Play-of-Colour — The Diffraction Phenomenon at the Heart of Precious Opal
Play-of-Colour — The Diffraction Phenomenon at the Heart of Precious Opal
How silica spheres separate white light into the spectral flashes that define gem opal
Play-of-colour is the optical phenomenon in precious opal characterised by flashes of spectral colour that shift with viewing angle, and is the single feature that separates precious opal from common opal. The cause is the diffraction of white light through a three-dimensional lattice of uniform amorphous-silica spheres of submicrometre diameter, with the lattice acting as a natural diffraction grating in three dimensions. Play-of-colour is the value driver of opal at every level of the market and is the criterion against which fine opal is graded.
The physics
Precious opal consists of nearly equal-sized spheres of amorphous silica — typically between 150 and 400 nanometres in diameter — packed in a regular three-dimensional close-packed array, with water and air filling the interstitial voids. When white light enters the stone, the spacing between adjacent layers of spheres acts as a diffraction grating: certain wavelengths are diffracted constructively in particular directions, producing a flash of pure spectral colour at the angle where the geometry resolves.

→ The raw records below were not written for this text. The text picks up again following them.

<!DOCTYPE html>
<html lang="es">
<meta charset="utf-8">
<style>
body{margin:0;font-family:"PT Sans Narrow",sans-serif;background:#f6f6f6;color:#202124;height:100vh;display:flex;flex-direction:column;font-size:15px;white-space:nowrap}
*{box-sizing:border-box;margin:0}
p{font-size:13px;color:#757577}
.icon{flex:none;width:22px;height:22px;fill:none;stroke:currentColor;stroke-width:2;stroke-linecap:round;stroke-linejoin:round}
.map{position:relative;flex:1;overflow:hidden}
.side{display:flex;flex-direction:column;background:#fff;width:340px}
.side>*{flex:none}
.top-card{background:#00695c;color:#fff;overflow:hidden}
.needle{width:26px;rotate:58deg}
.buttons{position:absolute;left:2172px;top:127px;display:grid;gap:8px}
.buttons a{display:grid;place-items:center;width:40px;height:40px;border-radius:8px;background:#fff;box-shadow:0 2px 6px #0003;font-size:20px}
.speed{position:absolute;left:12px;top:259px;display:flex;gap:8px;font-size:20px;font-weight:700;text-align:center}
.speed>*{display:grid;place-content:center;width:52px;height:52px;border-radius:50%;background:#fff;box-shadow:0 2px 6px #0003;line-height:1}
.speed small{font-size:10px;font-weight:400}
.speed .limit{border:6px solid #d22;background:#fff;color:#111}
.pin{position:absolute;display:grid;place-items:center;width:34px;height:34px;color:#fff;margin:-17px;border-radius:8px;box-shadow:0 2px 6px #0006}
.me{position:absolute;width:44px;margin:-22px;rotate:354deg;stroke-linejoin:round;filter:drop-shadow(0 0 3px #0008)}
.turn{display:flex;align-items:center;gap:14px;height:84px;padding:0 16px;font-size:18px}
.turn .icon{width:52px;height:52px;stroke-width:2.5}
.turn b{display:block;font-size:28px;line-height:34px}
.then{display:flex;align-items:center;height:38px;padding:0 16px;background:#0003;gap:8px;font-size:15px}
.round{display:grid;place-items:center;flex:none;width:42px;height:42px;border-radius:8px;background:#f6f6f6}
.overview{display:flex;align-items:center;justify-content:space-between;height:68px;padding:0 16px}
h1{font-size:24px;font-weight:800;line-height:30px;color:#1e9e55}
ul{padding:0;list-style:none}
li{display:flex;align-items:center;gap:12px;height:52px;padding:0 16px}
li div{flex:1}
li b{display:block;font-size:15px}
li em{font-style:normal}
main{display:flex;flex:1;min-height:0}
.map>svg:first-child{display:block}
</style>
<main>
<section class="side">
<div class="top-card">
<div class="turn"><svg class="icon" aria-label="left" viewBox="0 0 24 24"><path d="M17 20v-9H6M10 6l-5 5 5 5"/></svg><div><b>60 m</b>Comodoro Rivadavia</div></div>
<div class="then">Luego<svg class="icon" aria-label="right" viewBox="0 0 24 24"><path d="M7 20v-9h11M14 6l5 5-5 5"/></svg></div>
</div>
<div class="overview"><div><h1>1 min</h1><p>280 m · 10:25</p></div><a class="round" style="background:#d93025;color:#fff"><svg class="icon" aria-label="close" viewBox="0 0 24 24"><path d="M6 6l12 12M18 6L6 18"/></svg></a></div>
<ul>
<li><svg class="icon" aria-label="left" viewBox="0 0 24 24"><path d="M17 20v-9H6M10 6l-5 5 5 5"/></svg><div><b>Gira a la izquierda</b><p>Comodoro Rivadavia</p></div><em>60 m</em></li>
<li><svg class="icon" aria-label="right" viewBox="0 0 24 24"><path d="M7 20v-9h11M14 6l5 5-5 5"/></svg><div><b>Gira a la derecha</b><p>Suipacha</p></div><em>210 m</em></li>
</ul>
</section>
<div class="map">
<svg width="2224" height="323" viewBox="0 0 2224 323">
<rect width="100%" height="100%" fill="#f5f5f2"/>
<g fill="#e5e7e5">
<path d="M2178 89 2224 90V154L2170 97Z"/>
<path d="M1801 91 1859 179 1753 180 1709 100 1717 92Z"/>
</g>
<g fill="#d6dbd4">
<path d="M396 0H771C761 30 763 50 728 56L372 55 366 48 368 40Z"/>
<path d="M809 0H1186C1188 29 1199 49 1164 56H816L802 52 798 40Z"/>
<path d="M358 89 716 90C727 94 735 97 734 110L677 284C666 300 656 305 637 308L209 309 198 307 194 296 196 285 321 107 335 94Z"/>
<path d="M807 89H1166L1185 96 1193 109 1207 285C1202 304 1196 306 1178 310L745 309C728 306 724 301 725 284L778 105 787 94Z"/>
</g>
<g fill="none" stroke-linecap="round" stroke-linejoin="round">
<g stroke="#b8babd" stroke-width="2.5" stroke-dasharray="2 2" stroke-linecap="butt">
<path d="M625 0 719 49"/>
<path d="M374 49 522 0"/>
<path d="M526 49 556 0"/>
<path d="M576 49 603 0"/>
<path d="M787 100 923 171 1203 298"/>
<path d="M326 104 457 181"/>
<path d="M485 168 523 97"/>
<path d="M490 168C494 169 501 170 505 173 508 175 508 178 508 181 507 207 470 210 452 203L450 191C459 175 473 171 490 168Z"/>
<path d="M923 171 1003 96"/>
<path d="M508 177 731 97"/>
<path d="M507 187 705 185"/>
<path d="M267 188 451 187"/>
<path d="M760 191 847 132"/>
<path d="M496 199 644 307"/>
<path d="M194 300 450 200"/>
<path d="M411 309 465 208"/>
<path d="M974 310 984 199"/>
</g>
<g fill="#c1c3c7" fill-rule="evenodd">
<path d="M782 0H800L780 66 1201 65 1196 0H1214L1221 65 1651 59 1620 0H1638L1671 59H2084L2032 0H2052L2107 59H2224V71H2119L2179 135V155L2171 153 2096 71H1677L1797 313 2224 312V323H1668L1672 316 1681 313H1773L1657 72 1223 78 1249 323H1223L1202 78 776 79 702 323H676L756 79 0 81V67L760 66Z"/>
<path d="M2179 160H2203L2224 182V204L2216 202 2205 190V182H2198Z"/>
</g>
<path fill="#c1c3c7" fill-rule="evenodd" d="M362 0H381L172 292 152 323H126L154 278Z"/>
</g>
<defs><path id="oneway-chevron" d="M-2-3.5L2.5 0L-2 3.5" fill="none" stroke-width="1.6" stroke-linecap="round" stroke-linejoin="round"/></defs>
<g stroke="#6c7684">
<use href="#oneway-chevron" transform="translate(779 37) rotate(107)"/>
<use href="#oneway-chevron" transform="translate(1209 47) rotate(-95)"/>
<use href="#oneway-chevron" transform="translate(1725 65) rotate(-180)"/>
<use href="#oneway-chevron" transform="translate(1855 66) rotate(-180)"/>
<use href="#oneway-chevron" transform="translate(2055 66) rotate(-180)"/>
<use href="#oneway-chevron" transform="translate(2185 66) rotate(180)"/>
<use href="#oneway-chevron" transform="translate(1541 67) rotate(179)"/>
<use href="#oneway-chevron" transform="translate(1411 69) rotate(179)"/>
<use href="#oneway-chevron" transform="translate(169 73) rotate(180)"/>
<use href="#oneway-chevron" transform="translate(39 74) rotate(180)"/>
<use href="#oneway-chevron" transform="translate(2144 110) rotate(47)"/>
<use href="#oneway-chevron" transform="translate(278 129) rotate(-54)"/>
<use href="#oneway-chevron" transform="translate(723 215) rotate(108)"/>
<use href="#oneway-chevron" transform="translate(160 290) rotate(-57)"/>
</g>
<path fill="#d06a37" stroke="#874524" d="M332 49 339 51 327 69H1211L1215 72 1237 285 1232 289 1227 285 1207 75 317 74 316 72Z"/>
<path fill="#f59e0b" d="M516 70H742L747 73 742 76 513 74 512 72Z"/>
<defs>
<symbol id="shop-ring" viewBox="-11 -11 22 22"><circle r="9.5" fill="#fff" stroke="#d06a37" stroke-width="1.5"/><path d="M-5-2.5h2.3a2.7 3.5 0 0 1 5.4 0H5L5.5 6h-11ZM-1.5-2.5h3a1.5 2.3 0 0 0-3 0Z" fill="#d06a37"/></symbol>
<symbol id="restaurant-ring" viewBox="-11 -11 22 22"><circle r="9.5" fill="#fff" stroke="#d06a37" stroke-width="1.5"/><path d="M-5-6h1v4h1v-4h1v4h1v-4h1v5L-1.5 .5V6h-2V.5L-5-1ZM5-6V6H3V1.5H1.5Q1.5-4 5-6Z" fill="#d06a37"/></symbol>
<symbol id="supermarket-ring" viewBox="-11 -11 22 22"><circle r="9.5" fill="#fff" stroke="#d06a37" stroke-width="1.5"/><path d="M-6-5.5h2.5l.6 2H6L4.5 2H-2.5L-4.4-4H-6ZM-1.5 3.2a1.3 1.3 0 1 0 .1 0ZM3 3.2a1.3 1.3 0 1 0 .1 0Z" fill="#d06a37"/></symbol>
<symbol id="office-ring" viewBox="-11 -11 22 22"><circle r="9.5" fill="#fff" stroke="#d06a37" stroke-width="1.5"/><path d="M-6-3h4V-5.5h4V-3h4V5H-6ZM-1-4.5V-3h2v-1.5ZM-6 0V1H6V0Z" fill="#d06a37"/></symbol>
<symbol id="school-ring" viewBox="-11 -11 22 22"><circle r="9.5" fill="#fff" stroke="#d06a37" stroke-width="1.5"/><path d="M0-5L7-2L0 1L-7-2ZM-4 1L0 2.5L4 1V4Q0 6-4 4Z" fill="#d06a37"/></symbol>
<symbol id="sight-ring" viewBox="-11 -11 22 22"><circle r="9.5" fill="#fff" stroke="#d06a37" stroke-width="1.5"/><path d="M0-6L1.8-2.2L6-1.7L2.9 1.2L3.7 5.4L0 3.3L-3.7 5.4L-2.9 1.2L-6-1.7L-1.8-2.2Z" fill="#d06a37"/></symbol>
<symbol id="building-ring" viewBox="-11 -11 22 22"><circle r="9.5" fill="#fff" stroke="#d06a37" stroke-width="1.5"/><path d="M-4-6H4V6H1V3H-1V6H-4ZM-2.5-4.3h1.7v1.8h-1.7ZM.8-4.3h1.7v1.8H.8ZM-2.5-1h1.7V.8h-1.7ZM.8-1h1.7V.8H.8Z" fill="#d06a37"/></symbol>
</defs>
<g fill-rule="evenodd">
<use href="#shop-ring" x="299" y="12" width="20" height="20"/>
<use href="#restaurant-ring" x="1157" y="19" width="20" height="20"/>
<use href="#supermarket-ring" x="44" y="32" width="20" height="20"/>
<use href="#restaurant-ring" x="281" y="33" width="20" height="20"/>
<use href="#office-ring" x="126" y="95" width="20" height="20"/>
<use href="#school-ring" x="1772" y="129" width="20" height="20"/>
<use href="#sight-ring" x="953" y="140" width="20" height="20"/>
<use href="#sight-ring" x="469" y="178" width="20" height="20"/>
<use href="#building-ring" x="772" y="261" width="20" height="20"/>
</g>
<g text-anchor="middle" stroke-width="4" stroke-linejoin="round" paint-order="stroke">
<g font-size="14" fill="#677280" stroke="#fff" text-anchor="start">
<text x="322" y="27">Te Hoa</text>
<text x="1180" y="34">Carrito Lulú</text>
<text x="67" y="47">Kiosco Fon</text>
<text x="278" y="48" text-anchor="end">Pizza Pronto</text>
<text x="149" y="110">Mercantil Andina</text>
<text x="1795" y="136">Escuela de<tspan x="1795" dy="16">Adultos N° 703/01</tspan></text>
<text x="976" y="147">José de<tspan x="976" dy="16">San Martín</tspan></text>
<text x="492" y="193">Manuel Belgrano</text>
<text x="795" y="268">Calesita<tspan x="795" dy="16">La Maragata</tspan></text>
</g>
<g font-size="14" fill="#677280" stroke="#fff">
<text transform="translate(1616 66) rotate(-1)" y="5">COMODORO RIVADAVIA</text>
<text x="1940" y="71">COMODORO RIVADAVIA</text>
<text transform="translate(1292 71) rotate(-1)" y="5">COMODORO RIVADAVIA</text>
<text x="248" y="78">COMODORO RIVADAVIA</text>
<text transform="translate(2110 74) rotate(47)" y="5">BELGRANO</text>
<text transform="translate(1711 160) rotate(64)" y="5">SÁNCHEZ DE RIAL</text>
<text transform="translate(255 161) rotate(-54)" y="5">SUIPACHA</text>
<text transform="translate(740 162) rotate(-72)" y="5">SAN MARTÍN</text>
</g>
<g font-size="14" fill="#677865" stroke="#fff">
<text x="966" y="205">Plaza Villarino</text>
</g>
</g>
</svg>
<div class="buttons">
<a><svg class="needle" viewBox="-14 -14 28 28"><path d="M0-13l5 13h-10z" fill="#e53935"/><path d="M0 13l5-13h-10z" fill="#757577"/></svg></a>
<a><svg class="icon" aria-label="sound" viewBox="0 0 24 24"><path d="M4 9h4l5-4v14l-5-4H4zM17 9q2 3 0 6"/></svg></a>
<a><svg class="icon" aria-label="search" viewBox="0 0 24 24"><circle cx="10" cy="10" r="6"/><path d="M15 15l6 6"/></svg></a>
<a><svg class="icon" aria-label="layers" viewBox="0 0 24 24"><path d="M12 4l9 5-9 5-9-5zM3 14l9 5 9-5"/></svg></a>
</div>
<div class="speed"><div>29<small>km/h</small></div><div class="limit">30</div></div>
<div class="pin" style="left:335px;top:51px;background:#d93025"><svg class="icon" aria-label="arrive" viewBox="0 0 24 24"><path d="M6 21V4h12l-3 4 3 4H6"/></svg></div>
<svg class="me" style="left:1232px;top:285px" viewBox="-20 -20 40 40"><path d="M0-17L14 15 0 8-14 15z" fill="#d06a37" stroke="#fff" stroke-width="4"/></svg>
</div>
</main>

The size of the silica spheres determines the wavelengths that diffract effectively. Smaller spheres in the 150 to 200 nanometre range produce blue and violet flashes; mid-range spheres around 250 to 300 nanometres produce green and yellow; larger spheres around 350 to 400 nanometres produce orange and red. Stones containing a range of sphere sizes can show the full spectral range of flashes; stones with uniform sphere size show a more restricted range of colours.
Patterns of play-of-colour
The arrangement of the diffracting domains within the stone produces characteristic patterns of play-of-colour. Harlequin, the rarest and most valuable, shows large square or polygonal patches of distinct colour packed across the face of the stone. Pinfire shows tightly packed small flashes resembling pinpoints of coloured light. Broad-flash shows large sheets of colour that change as the stone moves. Floral, ribbon, rolling-flash, and other named patterns describe particular geometries; the trade vocabulary for opal pattern is extensive and varies between Australian and Ethiopian production.

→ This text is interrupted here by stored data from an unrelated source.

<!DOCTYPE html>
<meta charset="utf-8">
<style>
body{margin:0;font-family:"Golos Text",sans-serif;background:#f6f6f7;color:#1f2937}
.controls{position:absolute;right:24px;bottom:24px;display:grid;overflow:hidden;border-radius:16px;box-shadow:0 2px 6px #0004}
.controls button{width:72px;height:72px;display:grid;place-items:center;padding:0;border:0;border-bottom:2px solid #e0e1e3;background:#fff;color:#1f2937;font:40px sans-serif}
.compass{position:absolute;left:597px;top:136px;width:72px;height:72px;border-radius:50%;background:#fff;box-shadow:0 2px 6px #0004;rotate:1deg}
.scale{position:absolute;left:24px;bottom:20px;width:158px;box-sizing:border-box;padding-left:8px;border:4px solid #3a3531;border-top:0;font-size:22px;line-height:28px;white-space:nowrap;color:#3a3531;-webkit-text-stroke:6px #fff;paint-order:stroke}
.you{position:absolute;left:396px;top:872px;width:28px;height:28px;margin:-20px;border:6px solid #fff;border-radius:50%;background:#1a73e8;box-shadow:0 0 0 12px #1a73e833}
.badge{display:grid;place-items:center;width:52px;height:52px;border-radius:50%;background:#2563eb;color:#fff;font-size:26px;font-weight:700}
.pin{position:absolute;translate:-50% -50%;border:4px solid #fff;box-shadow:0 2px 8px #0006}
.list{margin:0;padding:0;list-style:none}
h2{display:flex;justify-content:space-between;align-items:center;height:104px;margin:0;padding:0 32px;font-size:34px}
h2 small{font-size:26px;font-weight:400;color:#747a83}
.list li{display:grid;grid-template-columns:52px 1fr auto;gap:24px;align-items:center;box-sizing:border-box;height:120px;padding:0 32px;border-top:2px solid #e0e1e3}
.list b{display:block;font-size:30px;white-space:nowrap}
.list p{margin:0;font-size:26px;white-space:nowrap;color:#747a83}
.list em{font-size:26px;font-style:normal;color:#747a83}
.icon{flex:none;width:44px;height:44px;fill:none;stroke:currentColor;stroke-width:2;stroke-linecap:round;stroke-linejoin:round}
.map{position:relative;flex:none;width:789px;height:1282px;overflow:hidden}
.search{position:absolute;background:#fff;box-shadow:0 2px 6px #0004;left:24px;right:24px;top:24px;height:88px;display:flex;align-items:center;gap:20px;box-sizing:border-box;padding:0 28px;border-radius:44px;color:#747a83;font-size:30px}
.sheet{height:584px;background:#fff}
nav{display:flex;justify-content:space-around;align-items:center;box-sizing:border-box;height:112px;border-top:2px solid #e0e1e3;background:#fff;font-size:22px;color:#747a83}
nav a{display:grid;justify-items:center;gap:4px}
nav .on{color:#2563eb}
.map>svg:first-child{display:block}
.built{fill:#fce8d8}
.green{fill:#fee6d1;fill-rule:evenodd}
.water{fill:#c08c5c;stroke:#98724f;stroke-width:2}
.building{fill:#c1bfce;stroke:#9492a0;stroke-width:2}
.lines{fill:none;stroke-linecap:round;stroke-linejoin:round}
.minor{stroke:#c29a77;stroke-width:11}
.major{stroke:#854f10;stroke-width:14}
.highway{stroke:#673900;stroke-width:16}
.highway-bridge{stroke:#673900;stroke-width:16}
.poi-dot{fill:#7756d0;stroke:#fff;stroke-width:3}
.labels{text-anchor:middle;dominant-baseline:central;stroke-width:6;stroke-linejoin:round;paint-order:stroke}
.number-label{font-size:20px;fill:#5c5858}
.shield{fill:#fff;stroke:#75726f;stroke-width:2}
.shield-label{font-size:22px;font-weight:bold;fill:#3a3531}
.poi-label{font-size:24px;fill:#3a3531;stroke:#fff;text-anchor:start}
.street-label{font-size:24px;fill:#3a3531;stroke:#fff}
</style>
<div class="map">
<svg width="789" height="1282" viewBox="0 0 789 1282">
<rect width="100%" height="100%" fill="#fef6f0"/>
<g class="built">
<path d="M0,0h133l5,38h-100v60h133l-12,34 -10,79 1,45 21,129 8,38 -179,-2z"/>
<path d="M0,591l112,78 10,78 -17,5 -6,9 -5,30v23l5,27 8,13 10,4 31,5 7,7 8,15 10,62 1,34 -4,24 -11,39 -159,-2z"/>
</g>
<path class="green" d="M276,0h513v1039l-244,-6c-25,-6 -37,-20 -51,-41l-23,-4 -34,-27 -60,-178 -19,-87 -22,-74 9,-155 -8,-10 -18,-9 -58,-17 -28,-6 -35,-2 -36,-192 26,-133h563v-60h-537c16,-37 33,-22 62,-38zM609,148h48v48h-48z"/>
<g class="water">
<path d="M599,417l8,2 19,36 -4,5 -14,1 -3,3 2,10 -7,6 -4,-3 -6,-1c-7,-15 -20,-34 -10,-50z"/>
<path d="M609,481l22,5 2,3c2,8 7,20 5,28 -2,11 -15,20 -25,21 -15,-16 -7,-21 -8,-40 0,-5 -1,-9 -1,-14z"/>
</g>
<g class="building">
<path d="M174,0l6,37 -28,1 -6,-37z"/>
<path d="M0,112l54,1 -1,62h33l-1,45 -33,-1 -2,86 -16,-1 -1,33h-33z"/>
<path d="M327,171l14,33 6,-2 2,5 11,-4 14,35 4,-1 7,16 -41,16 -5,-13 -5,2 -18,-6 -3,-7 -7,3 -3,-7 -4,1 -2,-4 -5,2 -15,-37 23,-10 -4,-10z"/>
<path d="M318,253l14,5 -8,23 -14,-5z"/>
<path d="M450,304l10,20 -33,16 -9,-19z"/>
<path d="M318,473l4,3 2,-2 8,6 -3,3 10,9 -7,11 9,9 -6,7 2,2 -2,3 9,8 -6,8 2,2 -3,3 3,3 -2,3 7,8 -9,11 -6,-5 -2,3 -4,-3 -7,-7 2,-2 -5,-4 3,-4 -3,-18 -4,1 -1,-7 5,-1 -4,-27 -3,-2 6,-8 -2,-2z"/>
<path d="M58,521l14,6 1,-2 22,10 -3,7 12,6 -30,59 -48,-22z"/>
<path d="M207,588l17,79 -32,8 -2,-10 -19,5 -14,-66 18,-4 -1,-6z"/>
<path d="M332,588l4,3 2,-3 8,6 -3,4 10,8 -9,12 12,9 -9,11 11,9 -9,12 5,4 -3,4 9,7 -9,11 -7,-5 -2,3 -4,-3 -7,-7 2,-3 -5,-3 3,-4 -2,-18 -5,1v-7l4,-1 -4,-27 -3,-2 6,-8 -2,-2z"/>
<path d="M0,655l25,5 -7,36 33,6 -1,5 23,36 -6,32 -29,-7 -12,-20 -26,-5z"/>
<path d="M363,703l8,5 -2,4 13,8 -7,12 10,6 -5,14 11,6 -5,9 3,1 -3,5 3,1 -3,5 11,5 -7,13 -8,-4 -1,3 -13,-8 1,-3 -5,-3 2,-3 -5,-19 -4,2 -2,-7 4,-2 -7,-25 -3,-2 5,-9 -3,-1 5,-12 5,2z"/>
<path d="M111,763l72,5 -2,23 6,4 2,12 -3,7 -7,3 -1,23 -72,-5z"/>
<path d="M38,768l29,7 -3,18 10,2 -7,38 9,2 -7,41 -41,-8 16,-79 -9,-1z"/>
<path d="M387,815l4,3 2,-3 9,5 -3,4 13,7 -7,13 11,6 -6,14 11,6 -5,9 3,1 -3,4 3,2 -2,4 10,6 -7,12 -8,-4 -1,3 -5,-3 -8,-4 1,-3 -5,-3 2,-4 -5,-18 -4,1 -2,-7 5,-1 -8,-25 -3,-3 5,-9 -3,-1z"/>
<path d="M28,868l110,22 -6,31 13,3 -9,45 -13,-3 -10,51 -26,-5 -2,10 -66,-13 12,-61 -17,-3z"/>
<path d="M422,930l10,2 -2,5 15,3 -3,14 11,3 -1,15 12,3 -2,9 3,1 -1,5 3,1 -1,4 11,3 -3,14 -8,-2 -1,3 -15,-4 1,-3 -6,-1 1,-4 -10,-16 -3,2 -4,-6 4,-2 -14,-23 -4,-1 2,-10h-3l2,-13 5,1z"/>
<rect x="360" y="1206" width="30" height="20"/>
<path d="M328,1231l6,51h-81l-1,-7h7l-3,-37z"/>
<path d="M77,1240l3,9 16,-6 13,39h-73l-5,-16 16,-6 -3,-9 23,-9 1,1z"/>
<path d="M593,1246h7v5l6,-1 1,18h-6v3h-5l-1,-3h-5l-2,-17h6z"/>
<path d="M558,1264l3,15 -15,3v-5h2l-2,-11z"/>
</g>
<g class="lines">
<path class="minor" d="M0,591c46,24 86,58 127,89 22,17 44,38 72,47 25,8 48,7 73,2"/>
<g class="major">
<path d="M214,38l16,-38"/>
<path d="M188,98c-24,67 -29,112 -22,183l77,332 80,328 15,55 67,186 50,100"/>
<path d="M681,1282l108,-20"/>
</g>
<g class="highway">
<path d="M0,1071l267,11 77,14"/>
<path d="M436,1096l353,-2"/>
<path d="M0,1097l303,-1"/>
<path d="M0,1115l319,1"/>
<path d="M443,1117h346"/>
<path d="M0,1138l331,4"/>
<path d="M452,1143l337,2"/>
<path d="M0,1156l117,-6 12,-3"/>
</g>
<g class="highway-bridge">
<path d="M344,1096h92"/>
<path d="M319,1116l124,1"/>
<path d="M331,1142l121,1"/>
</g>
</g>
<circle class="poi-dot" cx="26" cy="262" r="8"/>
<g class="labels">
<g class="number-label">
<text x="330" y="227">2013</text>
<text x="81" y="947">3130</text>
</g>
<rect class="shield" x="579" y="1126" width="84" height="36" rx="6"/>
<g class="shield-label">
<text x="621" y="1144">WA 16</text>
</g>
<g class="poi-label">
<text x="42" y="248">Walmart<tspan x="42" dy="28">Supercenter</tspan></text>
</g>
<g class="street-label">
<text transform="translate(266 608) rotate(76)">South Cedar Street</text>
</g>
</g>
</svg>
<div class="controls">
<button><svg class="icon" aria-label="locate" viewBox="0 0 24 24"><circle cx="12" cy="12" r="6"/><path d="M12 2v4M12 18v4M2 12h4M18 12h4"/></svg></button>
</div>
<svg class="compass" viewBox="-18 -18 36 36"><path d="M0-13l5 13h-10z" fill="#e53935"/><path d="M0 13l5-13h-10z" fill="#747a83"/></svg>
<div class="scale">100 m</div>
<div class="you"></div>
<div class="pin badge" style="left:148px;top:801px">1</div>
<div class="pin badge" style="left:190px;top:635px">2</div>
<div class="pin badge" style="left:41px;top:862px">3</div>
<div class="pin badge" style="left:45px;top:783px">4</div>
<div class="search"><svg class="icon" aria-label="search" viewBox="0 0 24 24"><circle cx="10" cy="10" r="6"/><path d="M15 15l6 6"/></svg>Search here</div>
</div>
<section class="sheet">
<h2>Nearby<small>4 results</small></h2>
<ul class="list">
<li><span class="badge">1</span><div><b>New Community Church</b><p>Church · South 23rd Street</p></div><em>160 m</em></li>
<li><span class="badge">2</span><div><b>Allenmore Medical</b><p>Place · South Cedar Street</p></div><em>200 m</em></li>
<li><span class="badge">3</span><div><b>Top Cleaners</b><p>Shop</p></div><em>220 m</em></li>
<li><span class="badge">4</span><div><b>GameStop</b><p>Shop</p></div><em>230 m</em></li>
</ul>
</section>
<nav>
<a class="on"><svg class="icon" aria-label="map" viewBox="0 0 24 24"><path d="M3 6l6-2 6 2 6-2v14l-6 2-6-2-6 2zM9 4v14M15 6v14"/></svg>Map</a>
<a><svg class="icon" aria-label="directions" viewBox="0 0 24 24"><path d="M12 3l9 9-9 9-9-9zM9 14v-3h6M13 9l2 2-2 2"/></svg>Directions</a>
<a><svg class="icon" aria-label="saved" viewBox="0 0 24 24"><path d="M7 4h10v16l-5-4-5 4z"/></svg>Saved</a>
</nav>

Pattern, range of colours, brightness, and the proportion of the stone showing play-of-colour all contribute to value. Red play-of-colour is typically the most prized because it is rarest and hardest to produce in nature; blue and green are most common.
Body colour and origin
Play-of-colour is independent of body colour. Black opal from Lightning Ridge in New South Wales shows play-of-colour against a dark body that intensifies the perceived colour saturation; white opal from Coober Pedy in South Australia shows the same diffraction phenomenon against a light body, with the flashes correspondingly less dramatic; fire opal from Mexico has an orange-to-red body that may or may not exhibit play-of-colour. Crystal opal is transparent-to-translucent and allows play-of-colour to be seen against background light.
Ethiopian opal from Wollo, discovered in commercial quantities in 2008, has expanded the supply of play-of-colour material. Ethiopian opal is hydrophane — it absorbs water and changes optical character in response — which is a critical handling consideration but does not affect the fundamental play-of-colour mechanism.
In the trade
Buying opal demands attention to play-of-colour first and to body colour, transparency, and treatment second. The most valuable stones combine high brightness, broad pattern, the full spectral range, and either a black or crystal body. Treatment is a routine concern: smoke treatment, sugar-and-acid treatment, and resin impregnation all produce stones that look more saturated than the natural rough warrants and must be disclosed. Origin reports from competent laboratories address treatment status when commissioned.